ZeroAvia HyFlyer makes forced landing in field

ZeroAvia’s hydrogen fuel cell powered Piper Malibus test aircraft made a forced landing just outside Cranfield Airport during a routine test flight on 29 April.

The Cranfield-based company said, “The aircraft landed normally on its wheels in a flat grass field and almost came to a stop, but was damaged as it caught the left main gear and wing in the uneven terrain at the end of the field at low speed.

“Everybody involved is safe, and without injury. The incident was immediately reported to the Air Accidents Investigation Branch (AAIB), and the Fire Service attended on the ground, as is the standard procedure.”

A spokesperson for ZeroAvia said that the flight conformed to the approved test route over the airport, and that the structural integrity of ZeroAvia systems was maintained throughout the incident sequence and there were no unintended hydrogen or electrical releases and no fire.

After the landing, the crew were able to safeguard the battery and safely release hydrogen from the onboard tanks, following ZeroAvia safety protocol. No fluid leaks were observed at the time and full data logs were preserved for use in an investigation.

“Following the flight test incident, ZeroAvia appointed a team of experts to conduct the internal investigation,” continued ZeroAvia’s statement.

“These individuals, led by Dominic Cheater, ZeroAvia’s Head of Airworthiness, are independent from the design and operation of the HyFlyer I programme.

“The investigation team will deliver a full review of the incident in collaboration with the UK’s AAIB, in-line with industry best practices and procedures. It will investigate the technical and operational events of the incident, identify its root causes, and ensure we learn from them. The process is already underway and we will share more once it is complete.”

ZeroAvia also confirmed that the incident will disrupt its planned six-seat HyFlyer demonstration programme that was coming to an end in the following weeks.

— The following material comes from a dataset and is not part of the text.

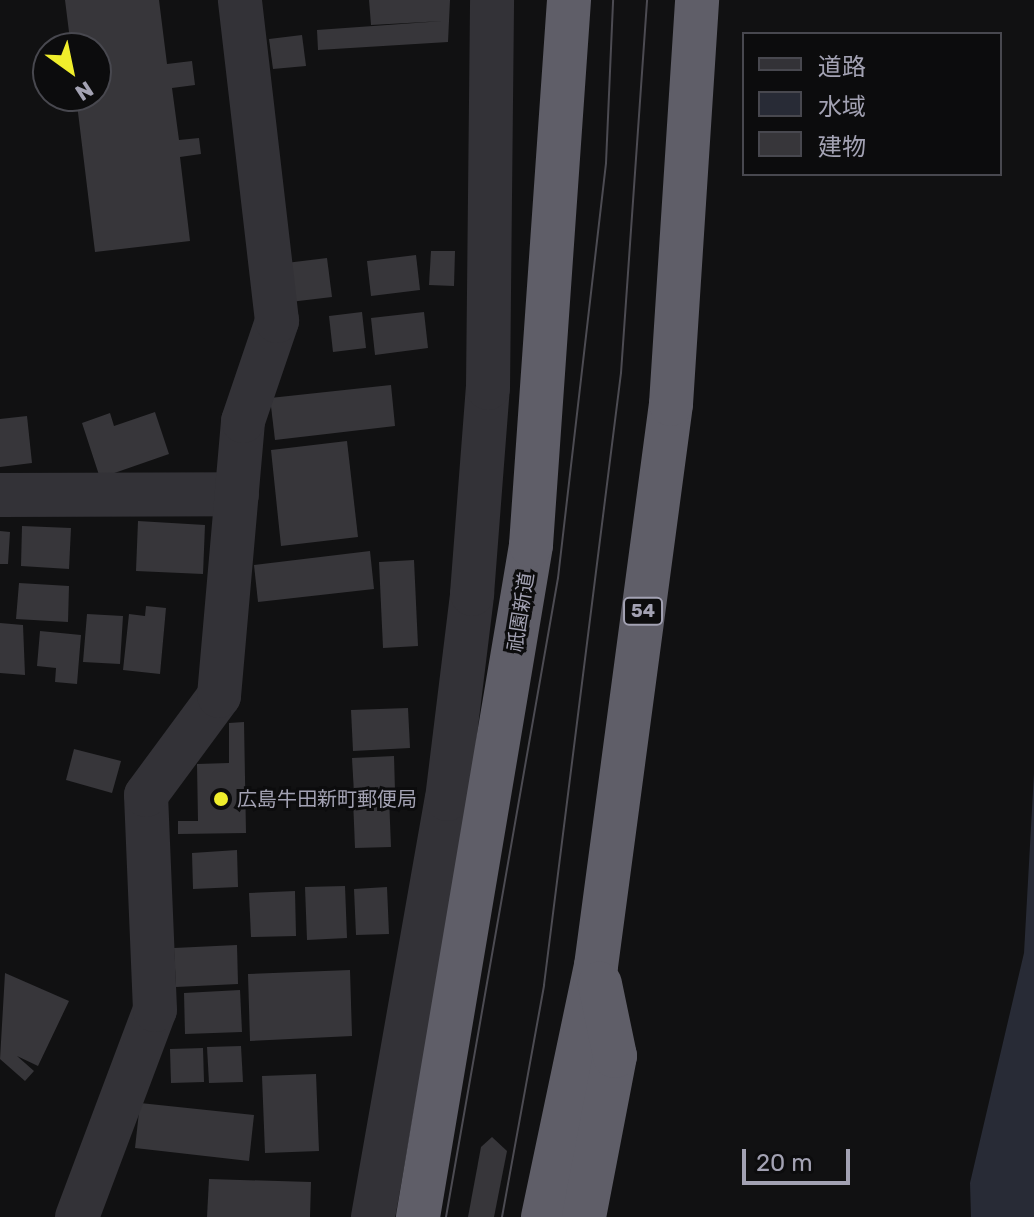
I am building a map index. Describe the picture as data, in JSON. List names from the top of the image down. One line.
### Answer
{"streets":{"highway":["54","祇園新道"]},"places":["広島牛田新町郵便局"],"legend":["道路","水域","建物"],"scale_bar":"20 m","north":"bottom right"}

“However, we do not expect any negative impact on our commercial-intent HyFlyer 2 programme targeting 10-20 seat aircraft, or our large-engine development programme targeting 50+ seat aircraft.”



  1. “Aircraft has sustained some damage” appears something of an understatement, judging by the accompanying photograph! Always sad to see any aircraft suffer such damage, but especially so should the accident also impede an exciting development programme. Just glad that the crew escaped injury: it looked to have been a well-executed, textbook forced landing right up until the very last moments. Let’s hope that the AAIB investigation finds a cause wholly unrelated to the power source.